> MATERIAL SHOWN

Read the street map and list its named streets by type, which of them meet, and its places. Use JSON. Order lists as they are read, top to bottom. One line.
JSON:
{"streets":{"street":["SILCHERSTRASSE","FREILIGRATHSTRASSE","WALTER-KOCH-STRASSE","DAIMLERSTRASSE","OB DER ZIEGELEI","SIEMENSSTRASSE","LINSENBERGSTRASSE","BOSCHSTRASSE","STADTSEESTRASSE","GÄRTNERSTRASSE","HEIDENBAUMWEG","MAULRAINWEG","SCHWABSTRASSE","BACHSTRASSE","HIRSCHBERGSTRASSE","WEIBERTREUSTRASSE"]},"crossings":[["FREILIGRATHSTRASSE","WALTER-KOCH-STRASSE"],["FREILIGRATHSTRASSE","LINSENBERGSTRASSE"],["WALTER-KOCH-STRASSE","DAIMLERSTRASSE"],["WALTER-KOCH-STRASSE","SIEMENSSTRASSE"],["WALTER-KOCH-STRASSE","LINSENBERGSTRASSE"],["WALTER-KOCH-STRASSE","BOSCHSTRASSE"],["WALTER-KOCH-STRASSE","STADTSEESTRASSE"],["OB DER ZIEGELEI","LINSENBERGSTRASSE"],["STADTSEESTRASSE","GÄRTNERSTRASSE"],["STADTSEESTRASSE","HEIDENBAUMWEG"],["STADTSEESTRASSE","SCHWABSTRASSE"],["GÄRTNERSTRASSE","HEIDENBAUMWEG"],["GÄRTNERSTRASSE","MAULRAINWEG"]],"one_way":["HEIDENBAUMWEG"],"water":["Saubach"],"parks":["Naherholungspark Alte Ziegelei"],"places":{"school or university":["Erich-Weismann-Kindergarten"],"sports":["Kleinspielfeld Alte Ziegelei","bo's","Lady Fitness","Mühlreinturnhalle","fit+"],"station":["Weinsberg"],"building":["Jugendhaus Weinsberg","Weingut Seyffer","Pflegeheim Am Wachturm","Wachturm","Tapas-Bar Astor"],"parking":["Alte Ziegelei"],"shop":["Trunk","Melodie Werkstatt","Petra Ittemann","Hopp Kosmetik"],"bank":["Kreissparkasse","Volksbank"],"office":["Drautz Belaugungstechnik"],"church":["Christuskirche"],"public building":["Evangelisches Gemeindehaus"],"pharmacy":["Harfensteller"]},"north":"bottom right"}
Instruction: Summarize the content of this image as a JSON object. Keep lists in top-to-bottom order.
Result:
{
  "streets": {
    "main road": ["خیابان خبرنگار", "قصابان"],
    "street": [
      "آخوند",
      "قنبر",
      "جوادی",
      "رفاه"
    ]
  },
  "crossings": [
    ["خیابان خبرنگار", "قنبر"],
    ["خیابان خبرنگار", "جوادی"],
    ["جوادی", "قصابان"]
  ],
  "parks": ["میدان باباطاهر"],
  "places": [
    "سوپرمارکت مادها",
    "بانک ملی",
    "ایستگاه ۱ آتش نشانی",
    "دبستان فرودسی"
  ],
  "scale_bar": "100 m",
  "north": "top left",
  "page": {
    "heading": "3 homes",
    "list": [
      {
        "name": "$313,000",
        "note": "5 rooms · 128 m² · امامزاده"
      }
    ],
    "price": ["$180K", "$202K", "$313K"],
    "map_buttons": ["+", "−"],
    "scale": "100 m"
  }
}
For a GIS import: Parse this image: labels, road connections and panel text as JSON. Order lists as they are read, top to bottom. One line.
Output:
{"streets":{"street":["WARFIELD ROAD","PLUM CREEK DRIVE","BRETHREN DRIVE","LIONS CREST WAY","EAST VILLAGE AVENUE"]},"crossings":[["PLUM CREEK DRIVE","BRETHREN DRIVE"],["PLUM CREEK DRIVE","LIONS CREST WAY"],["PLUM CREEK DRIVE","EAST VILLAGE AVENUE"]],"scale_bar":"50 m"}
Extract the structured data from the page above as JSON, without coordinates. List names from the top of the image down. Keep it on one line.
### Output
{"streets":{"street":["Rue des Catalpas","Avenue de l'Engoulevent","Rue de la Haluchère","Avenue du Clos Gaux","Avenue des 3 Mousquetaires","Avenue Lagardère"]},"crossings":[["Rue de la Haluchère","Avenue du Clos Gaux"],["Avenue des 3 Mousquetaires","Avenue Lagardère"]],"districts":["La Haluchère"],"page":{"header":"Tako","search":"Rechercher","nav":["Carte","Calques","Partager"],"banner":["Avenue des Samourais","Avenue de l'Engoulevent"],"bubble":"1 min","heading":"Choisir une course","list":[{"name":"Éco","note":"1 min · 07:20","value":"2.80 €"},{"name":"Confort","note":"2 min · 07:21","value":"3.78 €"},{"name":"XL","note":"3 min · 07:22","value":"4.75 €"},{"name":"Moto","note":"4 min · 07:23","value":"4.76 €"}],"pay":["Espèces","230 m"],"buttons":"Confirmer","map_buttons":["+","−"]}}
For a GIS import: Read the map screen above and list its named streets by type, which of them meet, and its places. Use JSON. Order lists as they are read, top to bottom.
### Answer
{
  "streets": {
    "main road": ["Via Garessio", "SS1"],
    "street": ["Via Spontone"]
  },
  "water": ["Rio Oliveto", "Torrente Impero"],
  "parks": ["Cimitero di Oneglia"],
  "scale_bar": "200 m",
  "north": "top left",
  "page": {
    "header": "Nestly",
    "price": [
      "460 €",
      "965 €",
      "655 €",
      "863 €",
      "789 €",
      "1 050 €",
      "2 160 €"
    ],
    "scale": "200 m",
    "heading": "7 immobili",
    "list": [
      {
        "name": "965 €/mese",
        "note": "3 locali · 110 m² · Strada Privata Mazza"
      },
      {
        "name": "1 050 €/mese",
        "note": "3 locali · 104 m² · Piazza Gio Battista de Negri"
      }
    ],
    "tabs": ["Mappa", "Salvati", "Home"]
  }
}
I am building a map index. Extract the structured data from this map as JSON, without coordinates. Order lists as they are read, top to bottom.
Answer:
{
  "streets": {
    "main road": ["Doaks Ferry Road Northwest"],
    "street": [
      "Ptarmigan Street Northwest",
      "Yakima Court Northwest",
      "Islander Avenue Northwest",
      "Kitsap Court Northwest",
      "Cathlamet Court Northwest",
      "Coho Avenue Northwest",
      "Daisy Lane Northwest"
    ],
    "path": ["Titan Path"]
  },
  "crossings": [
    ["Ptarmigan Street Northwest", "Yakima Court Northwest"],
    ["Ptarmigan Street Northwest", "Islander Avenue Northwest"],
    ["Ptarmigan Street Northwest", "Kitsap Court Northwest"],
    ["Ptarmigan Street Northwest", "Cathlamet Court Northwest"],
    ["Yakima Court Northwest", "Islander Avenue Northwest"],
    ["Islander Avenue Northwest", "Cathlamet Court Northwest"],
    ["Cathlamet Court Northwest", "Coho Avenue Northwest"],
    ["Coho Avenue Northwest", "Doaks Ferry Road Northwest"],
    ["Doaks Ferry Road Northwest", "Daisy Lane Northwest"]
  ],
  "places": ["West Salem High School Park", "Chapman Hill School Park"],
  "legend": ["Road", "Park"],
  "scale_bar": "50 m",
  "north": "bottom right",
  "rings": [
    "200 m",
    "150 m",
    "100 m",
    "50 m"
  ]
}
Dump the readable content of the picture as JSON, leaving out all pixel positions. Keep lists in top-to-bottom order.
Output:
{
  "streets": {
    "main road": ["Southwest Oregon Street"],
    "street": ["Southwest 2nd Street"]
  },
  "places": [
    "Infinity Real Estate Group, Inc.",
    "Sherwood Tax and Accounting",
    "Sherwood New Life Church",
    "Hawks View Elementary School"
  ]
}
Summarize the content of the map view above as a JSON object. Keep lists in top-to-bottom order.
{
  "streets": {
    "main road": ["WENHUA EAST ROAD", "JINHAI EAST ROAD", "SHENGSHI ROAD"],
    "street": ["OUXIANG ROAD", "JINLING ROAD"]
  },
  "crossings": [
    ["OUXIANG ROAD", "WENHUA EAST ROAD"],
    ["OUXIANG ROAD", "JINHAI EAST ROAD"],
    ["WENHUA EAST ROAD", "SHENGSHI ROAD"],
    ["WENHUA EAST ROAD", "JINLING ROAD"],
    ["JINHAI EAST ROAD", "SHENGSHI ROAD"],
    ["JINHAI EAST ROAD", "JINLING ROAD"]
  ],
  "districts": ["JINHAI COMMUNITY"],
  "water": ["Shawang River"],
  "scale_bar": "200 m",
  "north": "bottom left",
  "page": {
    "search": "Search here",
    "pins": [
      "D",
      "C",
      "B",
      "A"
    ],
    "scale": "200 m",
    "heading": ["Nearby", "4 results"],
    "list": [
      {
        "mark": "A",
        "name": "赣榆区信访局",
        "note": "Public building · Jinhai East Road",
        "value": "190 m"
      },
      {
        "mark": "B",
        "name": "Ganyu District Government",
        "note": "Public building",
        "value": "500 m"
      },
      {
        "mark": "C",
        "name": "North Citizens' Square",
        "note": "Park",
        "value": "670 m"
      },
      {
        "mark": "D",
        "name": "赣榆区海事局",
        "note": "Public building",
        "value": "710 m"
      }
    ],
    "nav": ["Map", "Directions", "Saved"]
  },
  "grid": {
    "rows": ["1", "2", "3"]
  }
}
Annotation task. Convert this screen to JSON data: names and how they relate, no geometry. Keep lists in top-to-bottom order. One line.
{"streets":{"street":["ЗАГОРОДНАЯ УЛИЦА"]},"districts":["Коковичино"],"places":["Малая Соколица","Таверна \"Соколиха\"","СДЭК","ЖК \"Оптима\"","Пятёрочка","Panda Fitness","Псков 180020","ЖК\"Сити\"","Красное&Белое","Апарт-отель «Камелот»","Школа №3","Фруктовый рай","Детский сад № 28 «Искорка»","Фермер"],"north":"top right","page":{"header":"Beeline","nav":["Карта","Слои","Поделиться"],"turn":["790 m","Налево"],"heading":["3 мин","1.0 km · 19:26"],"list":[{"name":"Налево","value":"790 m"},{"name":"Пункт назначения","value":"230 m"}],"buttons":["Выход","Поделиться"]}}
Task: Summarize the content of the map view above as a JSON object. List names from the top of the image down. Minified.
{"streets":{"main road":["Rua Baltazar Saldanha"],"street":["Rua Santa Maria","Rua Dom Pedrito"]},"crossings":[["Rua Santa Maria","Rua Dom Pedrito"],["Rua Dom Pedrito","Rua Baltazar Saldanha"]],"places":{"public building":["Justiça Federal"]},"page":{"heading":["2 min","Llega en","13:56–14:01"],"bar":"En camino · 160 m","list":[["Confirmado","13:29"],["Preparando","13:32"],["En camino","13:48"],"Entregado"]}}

> PROBLEM TO SOLVE
Return the lines of the listing where the string "Coho" appears.

> YOUR RESPONSE
      "Coho Avenue Northwest",
    ["Cathlamet Court Northwest", "Coho Avenue Northwest"],
    ["Coho Avenue Northwest", "Doaks Ferry Road Northwest"],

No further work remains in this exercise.